■ WHAT TO WORK ON ■
Gather every line in the records below that contains the word "Minified".

■ PROVIDED MATERIAL ■
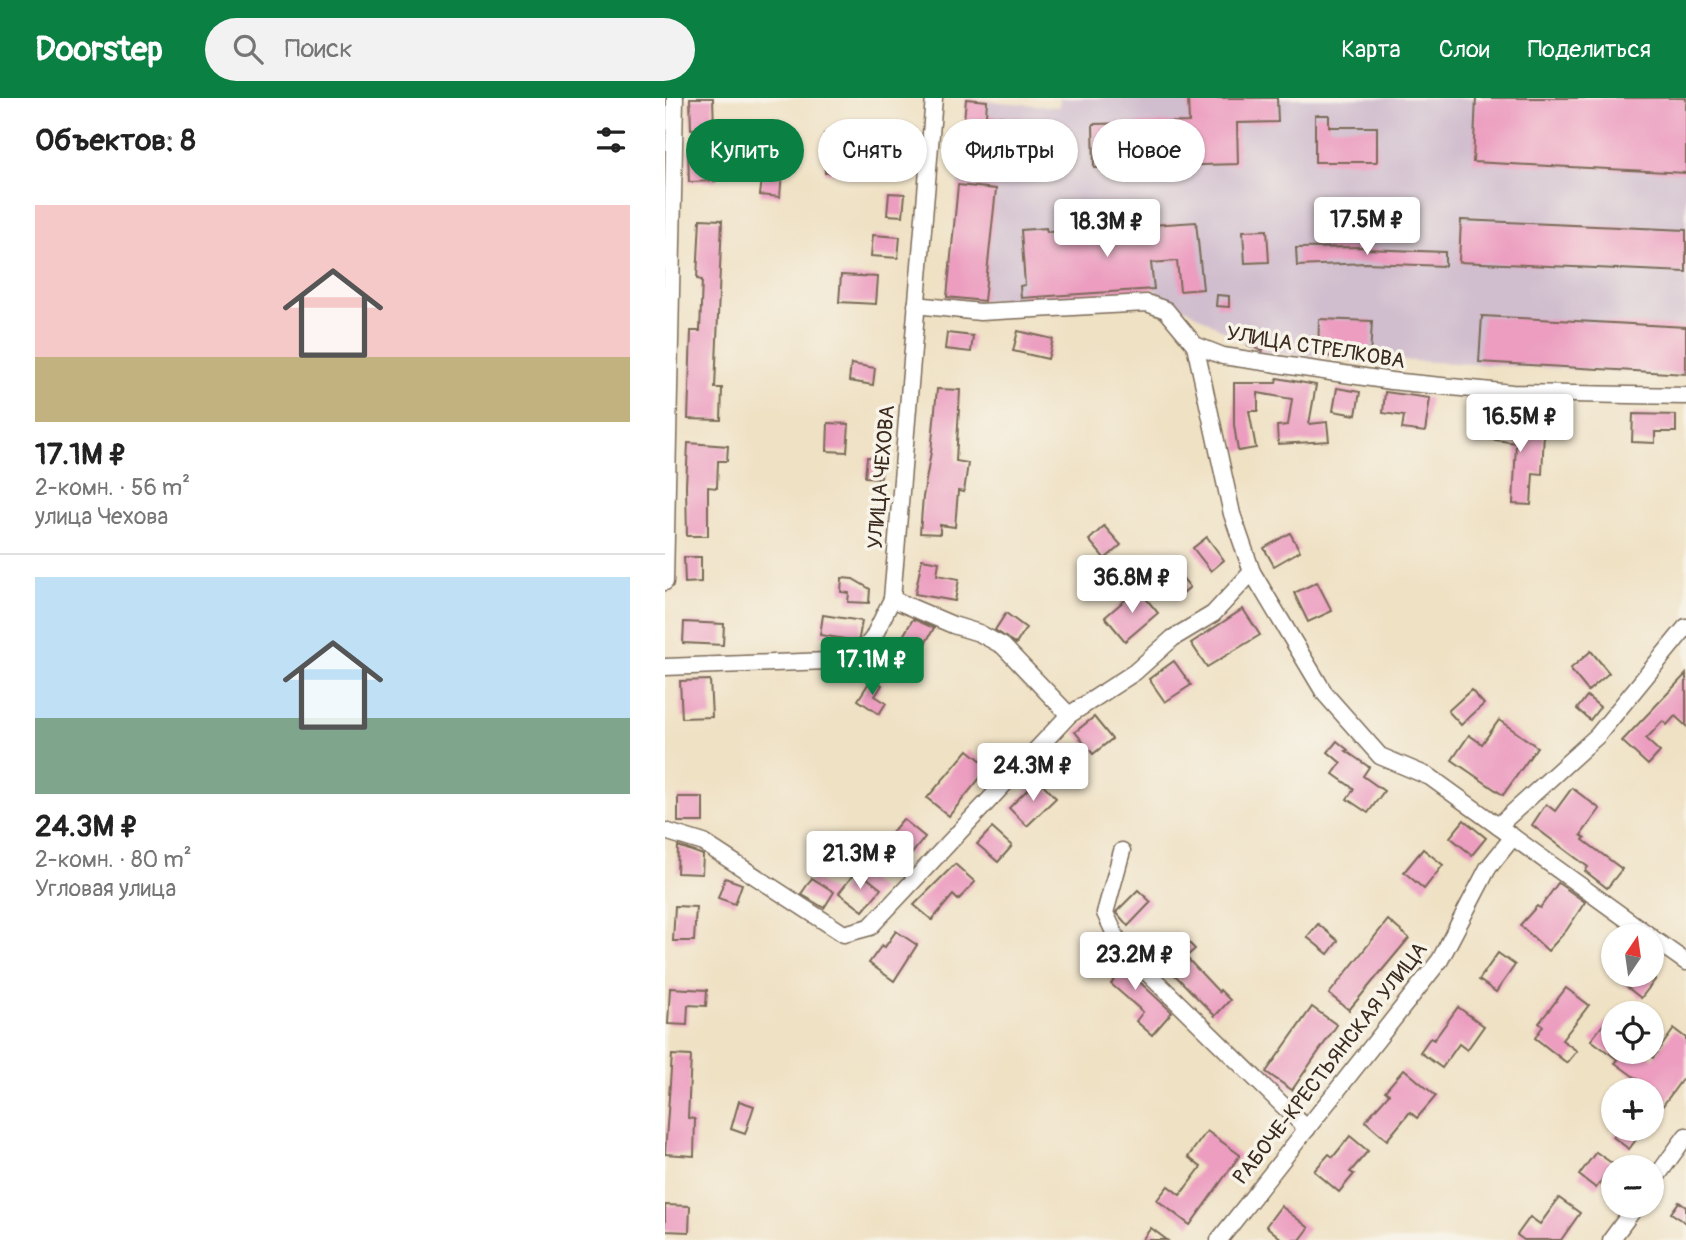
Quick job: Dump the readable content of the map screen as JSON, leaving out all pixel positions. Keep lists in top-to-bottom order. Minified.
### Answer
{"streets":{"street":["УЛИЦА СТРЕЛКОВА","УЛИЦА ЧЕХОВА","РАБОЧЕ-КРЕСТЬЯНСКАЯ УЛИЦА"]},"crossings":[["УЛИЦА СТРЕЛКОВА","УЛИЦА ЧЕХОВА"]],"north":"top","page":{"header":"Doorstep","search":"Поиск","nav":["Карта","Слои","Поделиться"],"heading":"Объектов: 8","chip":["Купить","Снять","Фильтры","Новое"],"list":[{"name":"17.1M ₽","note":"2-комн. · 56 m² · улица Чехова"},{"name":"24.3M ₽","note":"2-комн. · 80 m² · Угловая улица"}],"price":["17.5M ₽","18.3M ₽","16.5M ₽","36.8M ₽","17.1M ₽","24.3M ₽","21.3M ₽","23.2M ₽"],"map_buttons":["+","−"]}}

* * *

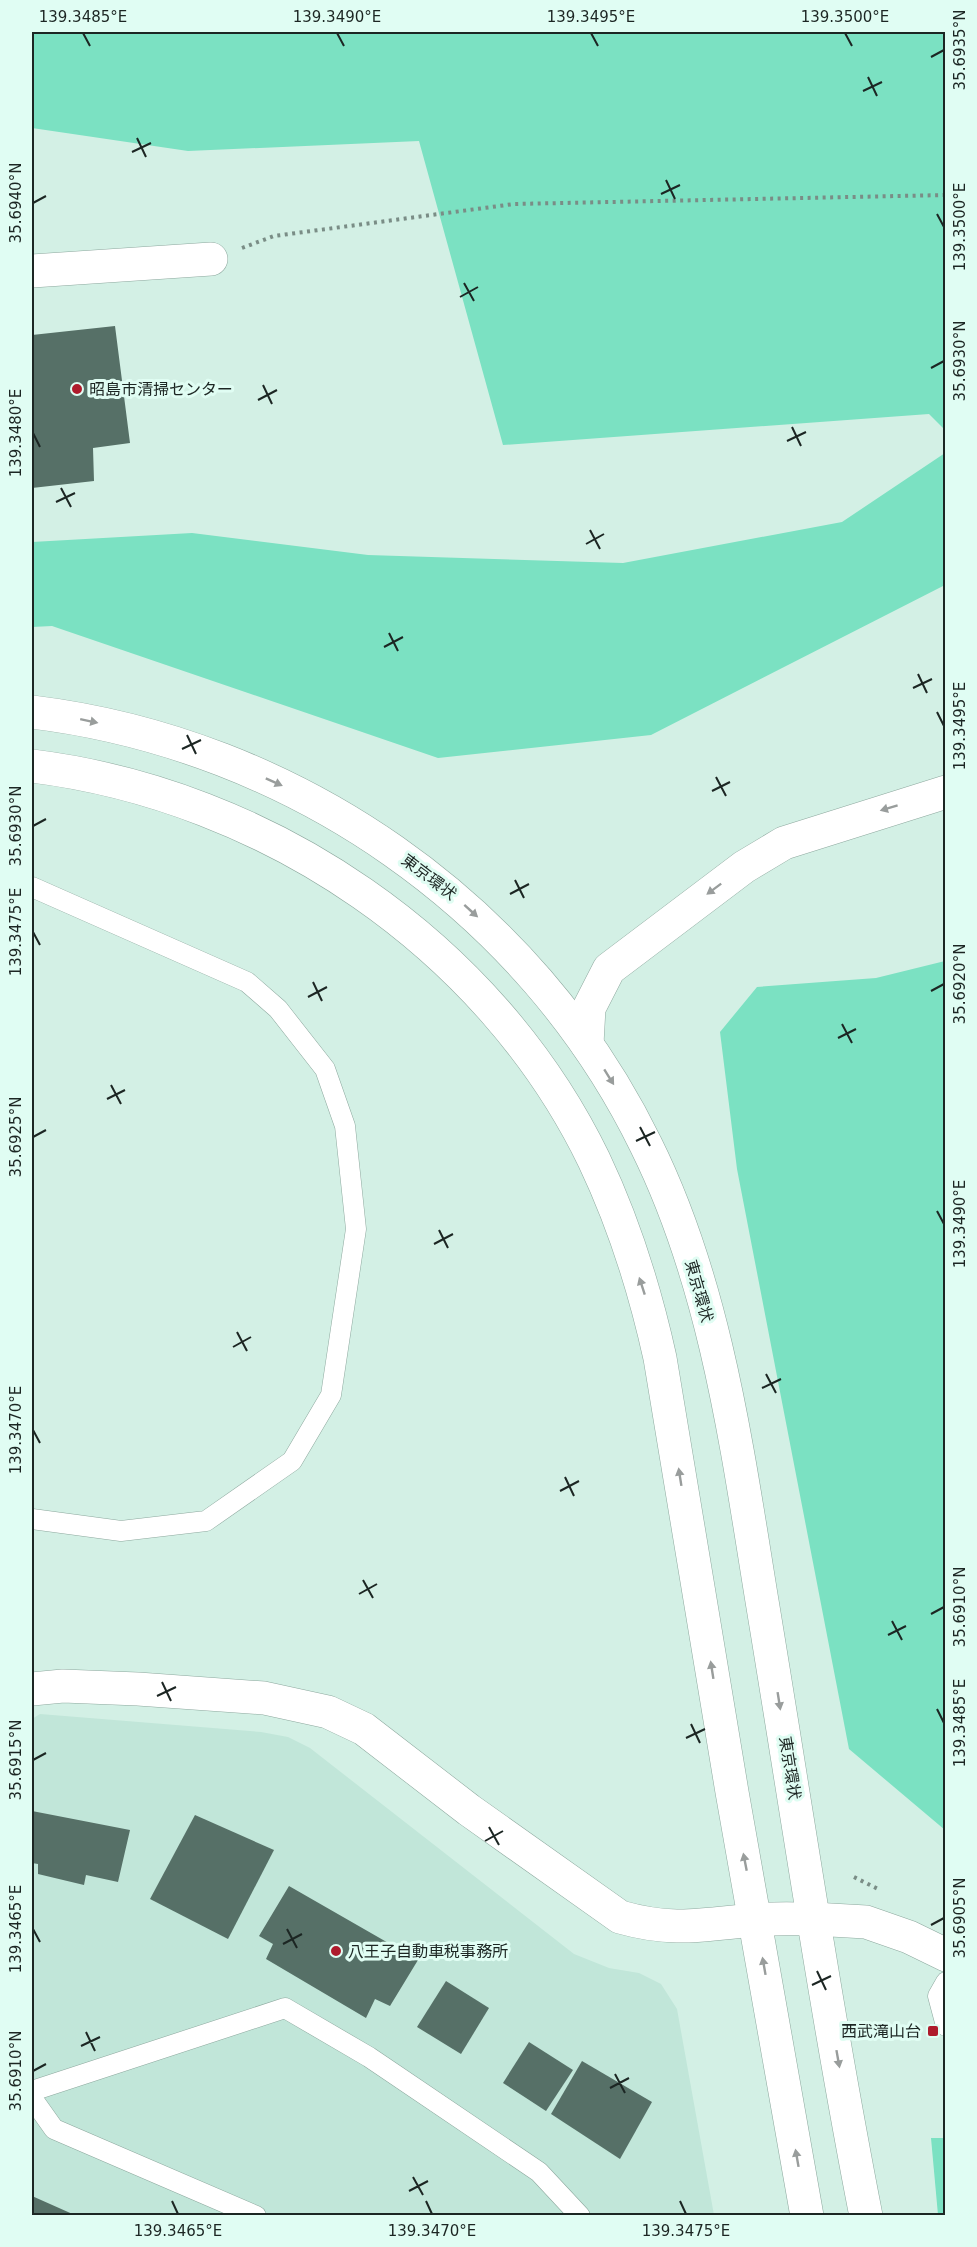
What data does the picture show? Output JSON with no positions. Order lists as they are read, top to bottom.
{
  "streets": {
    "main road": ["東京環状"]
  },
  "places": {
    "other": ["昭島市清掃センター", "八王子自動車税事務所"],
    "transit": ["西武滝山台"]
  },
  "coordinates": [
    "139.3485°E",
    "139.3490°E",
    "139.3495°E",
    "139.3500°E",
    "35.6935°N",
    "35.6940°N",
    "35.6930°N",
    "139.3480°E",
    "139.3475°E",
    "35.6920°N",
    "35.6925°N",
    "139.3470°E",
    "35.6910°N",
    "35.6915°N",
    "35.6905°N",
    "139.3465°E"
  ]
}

...

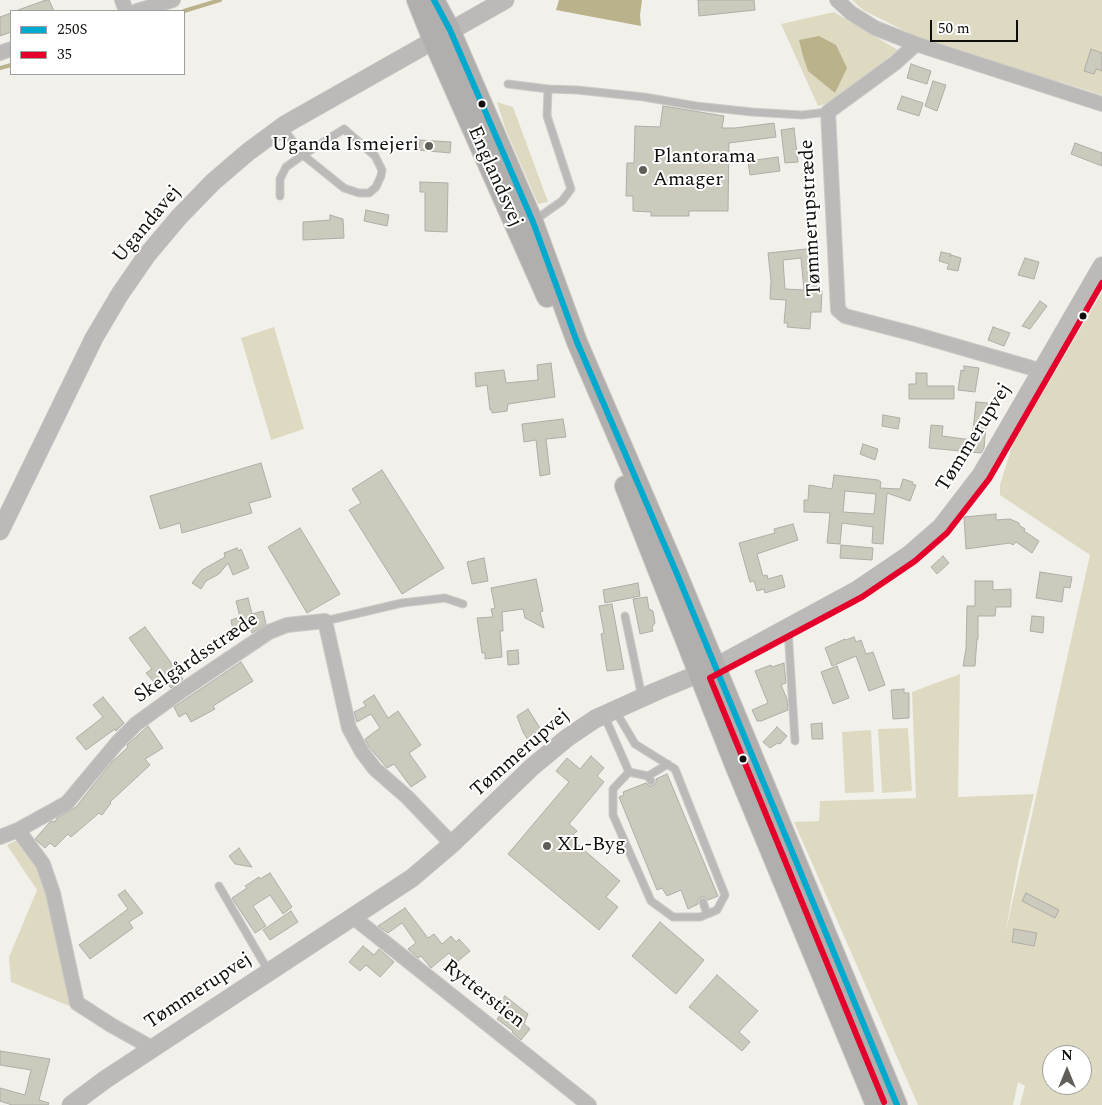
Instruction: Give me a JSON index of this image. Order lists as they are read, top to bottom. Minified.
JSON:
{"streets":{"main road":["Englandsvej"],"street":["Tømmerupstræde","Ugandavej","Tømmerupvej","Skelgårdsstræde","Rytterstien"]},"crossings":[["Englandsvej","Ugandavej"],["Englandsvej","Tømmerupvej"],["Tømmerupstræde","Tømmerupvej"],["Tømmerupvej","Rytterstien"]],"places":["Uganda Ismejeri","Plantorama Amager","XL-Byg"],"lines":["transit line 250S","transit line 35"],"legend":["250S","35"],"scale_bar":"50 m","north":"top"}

■ ANSWER TO THIS PROBLEM ■
Quick job: Dump the readable content of the map screen as JSON, leaving out all pixel positions. Keep lists in top-to-bottom order. Minified.
Instruction: Give me a JSON index of this image. Order lists as they are read, top to bottom. Minified.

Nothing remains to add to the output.